*** Collected material ***

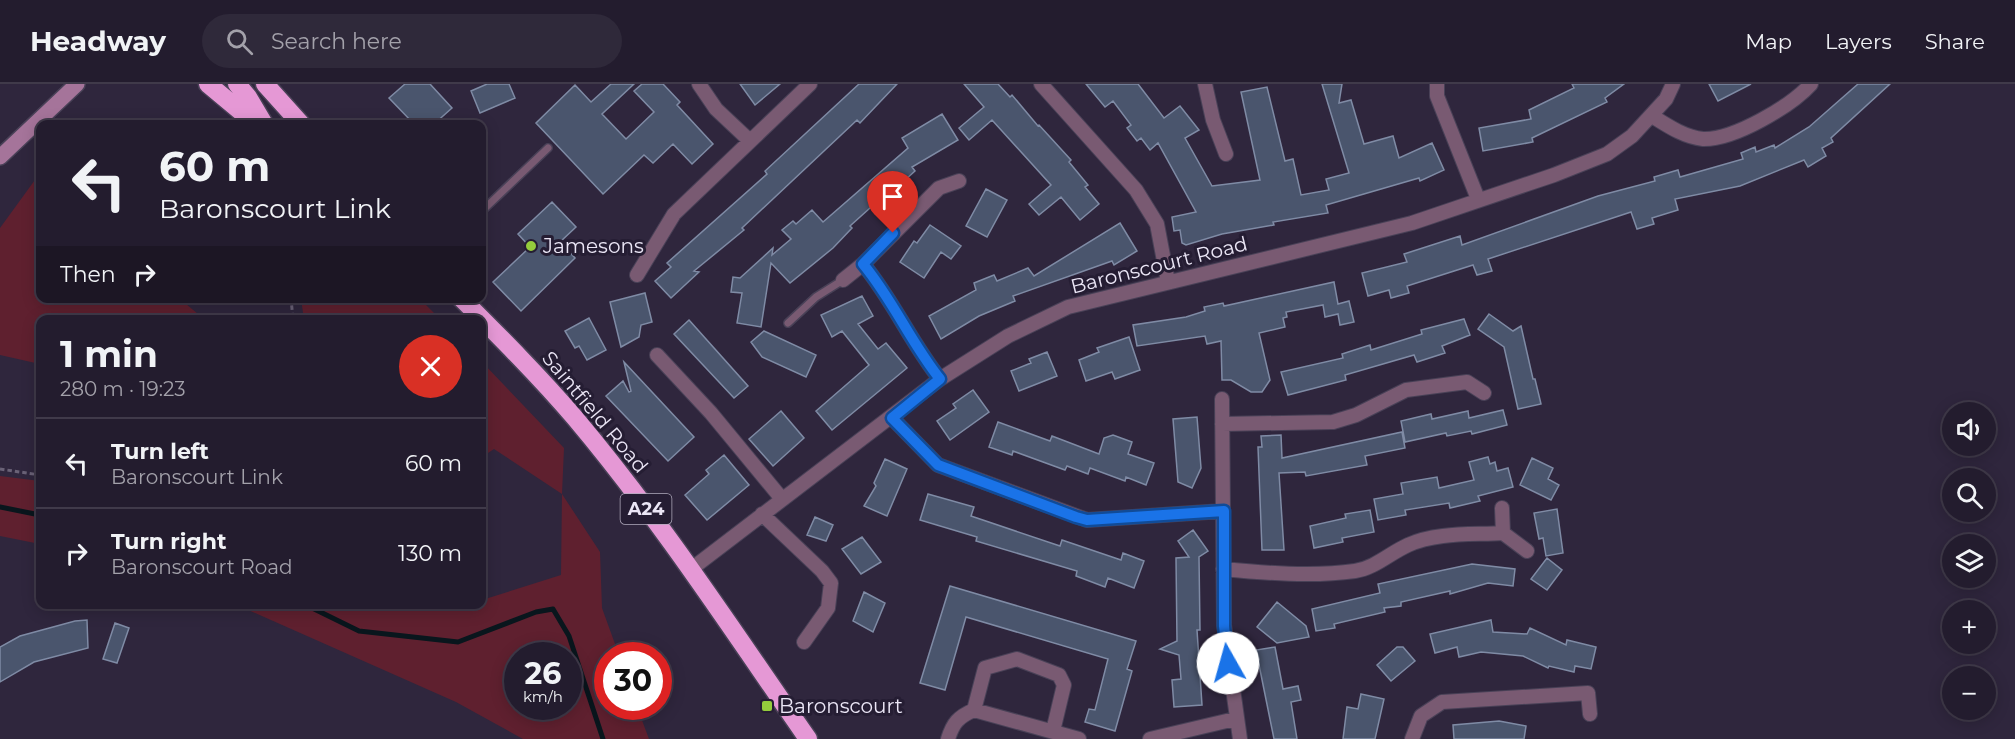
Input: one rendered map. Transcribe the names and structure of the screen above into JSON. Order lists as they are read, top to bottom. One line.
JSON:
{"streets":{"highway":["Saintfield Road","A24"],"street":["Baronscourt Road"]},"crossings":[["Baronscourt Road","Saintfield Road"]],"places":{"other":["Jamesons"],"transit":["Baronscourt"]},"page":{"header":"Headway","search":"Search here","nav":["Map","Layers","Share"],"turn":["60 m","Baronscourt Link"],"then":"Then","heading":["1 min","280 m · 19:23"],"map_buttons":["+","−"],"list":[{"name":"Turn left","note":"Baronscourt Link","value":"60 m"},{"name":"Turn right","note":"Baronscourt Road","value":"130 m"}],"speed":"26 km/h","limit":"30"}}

*** End of Collected material ***

• **Directions**: Nothing but the pictures is to be left out; the rest of the listing should be copied exactly.

• **Answer to the problem**:
Input: one rendered map. Transcribe the names and structure of the screen above into JSON. Order lists as they are read, top to bottom. One line.
JSON:
{"streets":{"highway":["Saintfield Road","A24"],"street":["Baronscourt Road"]},"crossings":[["Baronscourt Road","Saintfield Road"]],"places":{"other":["Jamesons"],"transit":["Baronscourt"]},"page":{"header":"Headway","search":"Search here","nav":["Map","Layers","Share"],"turn":["60 m","Baronscourt Link"],"then":"Then","heading":["1 min","280 m · 19:23"],"map_buttons":["+","−"],"list":[{"name":"Turn left","note":"Baronscourt Link","value":"60 m"},{"name":"Turn right","note":"Baronscourt Road","value":"130 m"}],"speed":"26 km/h","limit":"30"}}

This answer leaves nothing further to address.